● Data for this task:

::::::::

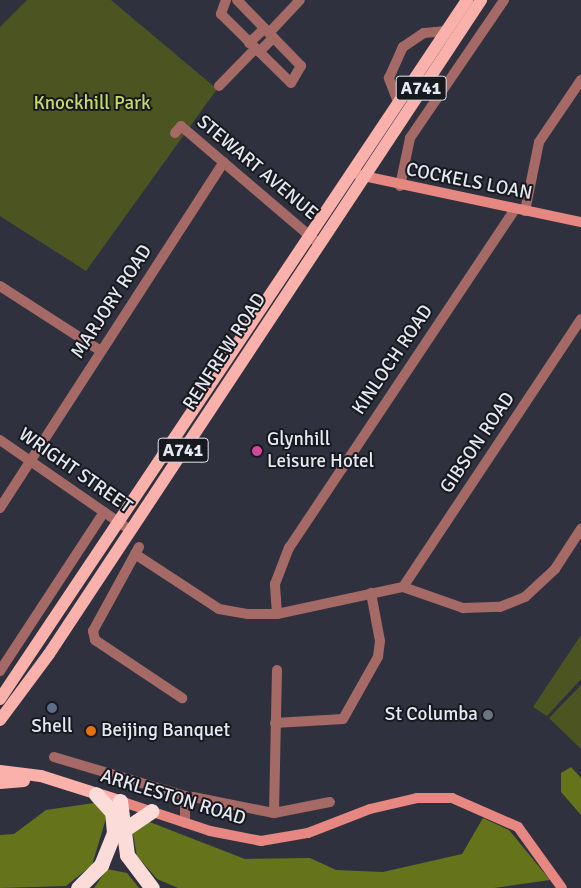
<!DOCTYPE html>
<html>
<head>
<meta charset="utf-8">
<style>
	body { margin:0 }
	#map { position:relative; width:581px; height:888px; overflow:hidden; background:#2f313f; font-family:Signika,sans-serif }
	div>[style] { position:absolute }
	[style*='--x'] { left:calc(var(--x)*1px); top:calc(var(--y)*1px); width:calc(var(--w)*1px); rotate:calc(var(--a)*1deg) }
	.green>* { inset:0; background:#4c5521 }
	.forest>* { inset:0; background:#65731b }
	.street>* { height:10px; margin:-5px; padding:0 5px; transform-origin:5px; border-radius:5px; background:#a56a65 }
	.secondary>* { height:10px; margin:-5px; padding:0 5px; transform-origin:5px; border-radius:5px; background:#e68881 }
	.primary>* { height:12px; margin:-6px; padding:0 6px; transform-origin:6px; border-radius:6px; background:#fbb1ab }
	.highway>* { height:15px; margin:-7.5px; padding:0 7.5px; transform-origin:7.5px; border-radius:7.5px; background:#fbdcd9 }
	.dots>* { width:14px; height:14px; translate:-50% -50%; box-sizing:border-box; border:2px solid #18191f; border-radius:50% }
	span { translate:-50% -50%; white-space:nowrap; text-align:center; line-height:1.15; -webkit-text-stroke:4px #18191f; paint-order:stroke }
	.shield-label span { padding:1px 4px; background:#18191f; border:1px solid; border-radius:4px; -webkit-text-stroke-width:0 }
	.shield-label { font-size:18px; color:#e6e8f1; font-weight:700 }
	.park-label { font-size:19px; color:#c4da69 }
	.street-label { font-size:19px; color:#e6e8f1 }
	.poi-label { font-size:19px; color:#e6e8f1 }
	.left { translate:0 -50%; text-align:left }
	.right { translate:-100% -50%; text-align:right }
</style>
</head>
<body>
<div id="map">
	<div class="green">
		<div style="clip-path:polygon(27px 0,111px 0,217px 89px,86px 271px,0 216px,0 27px)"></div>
		<div style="clip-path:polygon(581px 635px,581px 679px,547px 716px,533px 707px)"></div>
		<div style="clip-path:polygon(581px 685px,581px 749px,549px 718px)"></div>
	</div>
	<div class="forest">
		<div style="clip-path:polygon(571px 767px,581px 778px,581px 815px,561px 792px,561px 773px)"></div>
		<div style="clip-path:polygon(101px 802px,108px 812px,92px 865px,66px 886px,0 888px,0 835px,14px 834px,46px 810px)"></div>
		<div style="clip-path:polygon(483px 818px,509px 830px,550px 880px,494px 888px,178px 888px,157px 879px,137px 856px,132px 829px,147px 821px,245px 859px,310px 858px,336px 870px,383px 872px,462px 854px)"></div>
		<div style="clip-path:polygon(107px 869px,127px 873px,139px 888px,94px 888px)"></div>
	</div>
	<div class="street">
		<div style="--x:226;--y:0;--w:15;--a:110"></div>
		<div style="--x:221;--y:14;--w:98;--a:44.6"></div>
		<div style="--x:291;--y:83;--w:20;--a:-60"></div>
		<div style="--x:301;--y:66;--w:92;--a:-134.1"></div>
		<div style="--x:269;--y:33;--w:45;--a:-46.8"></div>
		<div style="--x:249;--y:43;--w:21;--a:-43"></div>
		<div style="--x:259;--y:52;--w:20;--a:-45"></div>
		<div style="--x:219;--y:86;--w:52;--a:-45.8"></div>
		<div style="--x:398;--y:102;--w:26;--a:-111"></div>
		<div style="--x:389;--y:78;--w:34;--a:-66"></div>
		<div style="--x:403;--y:47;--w:25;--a:-34"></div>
		<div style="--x:424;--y:33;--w:22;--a:-5"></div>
		<div style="--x:175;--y:133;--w:9;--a:-49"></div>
		<div style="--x:181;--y:126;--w:180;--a:40.5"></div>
		<div style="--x:400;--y:186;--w:49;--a:-78.2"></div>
		<div style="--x:410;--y:138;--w:167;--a:-55.7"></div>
		<div style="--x:525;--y:211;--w:70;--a:-78.5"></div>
		<div style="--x:539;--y:142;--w:75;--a:-55.9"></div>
		<div style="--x:0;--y:286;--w:120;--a:32.8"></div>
		<div style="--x:0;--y:440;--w:158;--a:34.7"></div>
		<div style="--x:0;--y:508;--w:412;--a:-57.1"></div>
		<div style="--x:139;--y:547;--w:96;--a:118.7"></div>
		<div style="--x:93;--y:631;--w:9;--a:77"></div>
		<div style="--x:95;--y:640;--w:105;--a:33.7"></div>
		<div style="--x:135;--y:554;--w:100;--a:33.2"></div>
		<div style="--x:219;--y:609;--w:28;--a:10"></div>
		<div style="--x:247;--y:614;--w:30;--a:0"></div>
		<div style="--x:277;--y:614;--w:129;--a:-12.1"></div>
		<div style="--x:403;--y:587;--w:64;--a:19.3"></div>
		<div style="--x:463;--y:608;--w:37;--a:-2"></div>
		<div style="--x:500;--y:607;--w:27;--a:-22"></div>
		<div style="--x:525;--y:597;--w:41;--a:-43"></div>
		<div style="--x:555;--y:569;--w:48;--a:-57"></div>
		<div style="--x:403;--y:587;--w:322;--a:-56.4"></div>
		<div style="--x:277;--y:614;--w:30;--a:-94"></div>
		<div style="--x:275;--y:584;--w:39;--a:-69"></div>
		<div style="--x:289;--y:548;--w:407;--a:-56.3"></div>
		<div style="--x:0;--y:671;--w:190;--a:-56.8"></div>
		<div style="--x:275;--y:723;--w:68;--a:-3.4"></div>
		<div style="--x:343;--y:719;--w:71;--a:-60.6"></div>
		<div style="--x:378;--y:657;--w:16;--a:-83"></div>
		<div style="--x:380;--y:641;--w:49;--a:-100.6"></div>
		<div style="--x:54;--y:757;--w:137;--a:16.6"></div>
		<div style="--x:185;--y:796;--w:27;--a:90"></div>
		<div style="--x:193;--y:797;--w:83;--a:11.2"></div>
		<div style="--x:274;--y:813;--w:57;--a:-11.1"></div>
		<div style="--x:274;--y:813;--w:143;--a:-88.8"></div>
	</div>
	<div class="secondary">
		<div style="--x:359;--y:175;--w:227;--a:12"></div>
		<div style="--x:120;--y:801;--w:95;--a:18.4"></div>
		<div style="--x:210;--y:831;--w:52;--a:11.1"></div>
		<div style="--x:261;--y:841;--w:48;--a:-9.7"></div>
		<div style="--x:308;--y:833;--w:66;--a:-21.2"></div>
		<div style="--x:370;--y:809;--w:48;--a:-13.2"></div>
		<div style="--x:417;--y:798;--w:35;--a:0"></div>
		<div style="--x:452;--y:798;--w:72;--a:23.7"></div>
		<div style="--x:518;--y:827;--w:75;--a:54.2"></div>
	</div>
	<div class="primary">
		<div style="--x:0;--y:699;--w:841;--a:-56.25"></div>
		<div style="--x:0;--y:720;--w:82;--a:-53.4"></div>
		<div style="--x:49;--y:654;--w:784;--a:-56.55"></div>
		<div style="--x:0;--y:771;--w:41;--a:7"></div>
		<div style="--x:41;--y:776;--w:83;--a:17.6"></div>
		<div style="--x:0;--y:783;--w:24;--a:-5"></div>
	</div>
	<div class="highway">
		<div style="--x:120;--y:801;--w:54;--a:82.6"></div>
		<div style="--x:127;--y:855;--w:41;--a:52.9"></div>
		<div style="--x:125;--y:829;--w:32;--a:-34"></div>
		<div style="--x:78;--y:888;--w:33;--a:-45"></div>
		<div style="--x:101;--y:865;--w:35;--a:-68"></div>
		<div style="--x:114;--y:833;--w:21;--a:-95"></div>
		<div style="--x:112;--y:812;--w:24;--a:-132"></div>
	</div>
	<div class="dots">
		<div style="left:257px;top:451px;background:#d1479c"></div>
		<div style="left:52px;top:708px;background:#5c6f8a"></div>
		<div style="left:488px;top:715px;background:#6b7280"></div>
		<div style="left:91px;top:731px;background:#e8710a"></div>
	</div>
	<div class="shield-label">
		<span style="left:421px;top:88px">A741</span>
		<span style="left:183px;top:450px">A741</span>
	</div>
	<div class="park-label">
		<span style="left:92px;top:104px">Knockhill Park</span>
	</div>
	<div class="street-label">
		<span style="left:257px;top:168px;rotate:40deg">STEWART AVENUE</span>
		<span style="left:469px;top:182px;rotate:11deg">COCKELS LOAN</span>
		<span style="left:112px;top:302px;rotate:-57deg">MARJORY ROAD</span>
		<span style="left:225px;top:352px;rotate:-57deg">RENFREW ROAD</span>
		<span style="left:393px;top:360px;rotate:-56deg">KINLOCH ROAD</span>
		<span style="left:478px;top:443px;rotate:-56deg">GIBSON ROAD</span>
		<span style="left:75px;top:471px;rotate:35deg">WRIGHT STREET</span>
		<span style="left:173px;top:798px;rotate:17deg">ARKLESTON ROAD</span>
	</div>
	<div class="poi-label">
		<span class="left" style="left:267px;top:451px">Glynhill<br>Leisure Hotel</span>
		<span class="right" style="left:478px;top:715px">St Columba</span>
		<span style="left:52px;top:727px">Shell</span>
		<span class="left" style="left:101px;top:731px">Beijing Banquet</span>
	</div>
</div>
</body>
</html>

::::::::

● Work task:
Among the records, find each line where the word "stroke" occurs, and copy it.

● Solution to the problem:
	span { translate:-50% -50%; white-space:nowrap; text-align:center; line-height:1.15; -webkit-text-stroke:4px #18191f; paint-order:stroke }
	.shield-label span { padding:1px 4px; background:#18191f; border:1px solid; border-radius:4px; -webkit-text-stroke-width:0 }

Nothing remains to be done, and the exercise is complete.